Il sesto motivo denuncia violazione e falsa applicazione dell'art. 24, commi 4 e 24, cit. d.l. n. 201 del 2011, nonché degli artt. 1, 2, 3 e 4 e dell'elenco A del d.lgs. n. 509 del 1994, contestando la società ricorrente la natura di ente previdenziale sostitutivo dell'INPGI affermata dalla Corte territoriale, atteso che dal 1994 esso ha assunto la natura giuridica della fondazione, per gestire le forme obbligatorie di previdenza e assistenza, diverse dall'AGO e dalle sue gestioni "sostitutive, esclusive o esonerative".

2. Preliminarmente va disattesa l'eccezione di parziale inammissibilità del ricorso sollevata dalla difesa della controricorrente: in realtà l'impugnazione proposta da RAI - Radiotelevisione S.p.A. non è affatto una mera riproposizione delle censure contenute nell'atto d’appello, ma confuta adeguatamente gli snodi argomentativi della sentenza di secondo grado.

3. I motivi di ricorso - da esaminarsi congiuntamente perché connessi - sono fondati, dovendosi dare continuità alla giurisprudenza delle S.U. di questa S.C. che, con sentenza n. 17589/15, ha statuito che l'art. 24, comma 4, del d.l. 6 dicembre 2011, n. 201, conv. dalla I. 22 dicembre 2011, n. 214, non attribuisce al lavoratore il diritto potestativo di proseguire nel rapporto di lavoro fino al raggiungimento del settantesimo anno di età, in quanto la norma non crea alcun automatismo, ma si limita a prefigurare condizioni previdenziali di incentivo alla prosecuzione dello stesso rapporto per un lasso di tempo che può estendersi fino ai settanta anni di età.

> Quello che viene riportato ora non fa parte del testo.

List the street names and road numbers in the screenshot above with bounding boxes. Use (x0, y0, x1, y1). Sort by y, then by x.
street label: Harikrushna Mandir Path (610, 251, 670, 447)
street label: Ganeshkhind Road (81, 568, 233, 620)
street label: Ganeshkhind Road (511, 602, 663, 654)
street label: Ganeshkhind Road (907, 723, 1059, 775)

Sempre detta sentenza n. 17589/15 afferma che la disciplina applicabile agli iscritti all'INPGI è quella assicurata dalle misure adottate dall'Istituto stesso ai sensi dell'art. 24, comma 24, dello stesso d.l. n. 201, così come previsto per gli iscritti agli altri enti gestori di forme obbligatorie di previdenza e assistenza privatizzati ai sensi del d.lgs. 30 giugno 1994, n. 509, come tali indicati nella tabella a quest'ultimo allegata.

Vanno ribadite anche in questa sede le condivisibili ed esaurienti argomentazioni di tale sentenza, non risultando idonee a superarle le obiezioni in contrario mosse nella memoria ex art. 378 c.p.c. della controricorrente.

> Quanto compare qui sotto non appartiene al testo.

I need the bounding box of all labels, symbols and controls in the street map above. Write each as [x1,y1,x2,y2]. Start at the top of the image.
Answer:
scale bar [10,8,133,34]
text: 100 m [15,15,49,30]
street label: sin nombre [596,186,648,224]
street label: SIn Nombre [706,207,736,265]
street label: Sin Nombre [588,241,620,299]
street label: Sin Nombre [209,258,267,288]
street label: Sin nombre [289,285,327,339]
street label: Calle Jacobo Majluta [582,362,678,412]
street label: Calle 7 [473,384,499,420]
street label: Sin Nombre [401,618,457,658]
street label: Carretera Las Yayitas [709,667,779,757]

4- In conclusione, il ricorso va accolto e la sentenza impugnata cassata. Non essendo necessari ulteriori accertamenti di fatto, ai sensi dell'art. 384, comma 2, c.p.c. e in attuazione dei principi esposti dalla citata sentenza n. 17589/15 delle S.U. di questa S.C., la domanda proposta da R. B. è da rigettarsi.

Si compensano tra le parti le spese dell'intero processo, considerata la novità delle questioni trattate, risolte dalle S.U. di questa S.C. quando ricorso e controricorso relativi al presente giudizio erano stati già depositati.

 

P.Q.M.

 

Accoglie il ricorso, cassa la sentenza impugnata e, decidendo nel merito, rigetta la domanda, con compensazione tra le parti delle spese dell'intero processo. Roma, così deciso nella camera di consiglio del 21.12.16.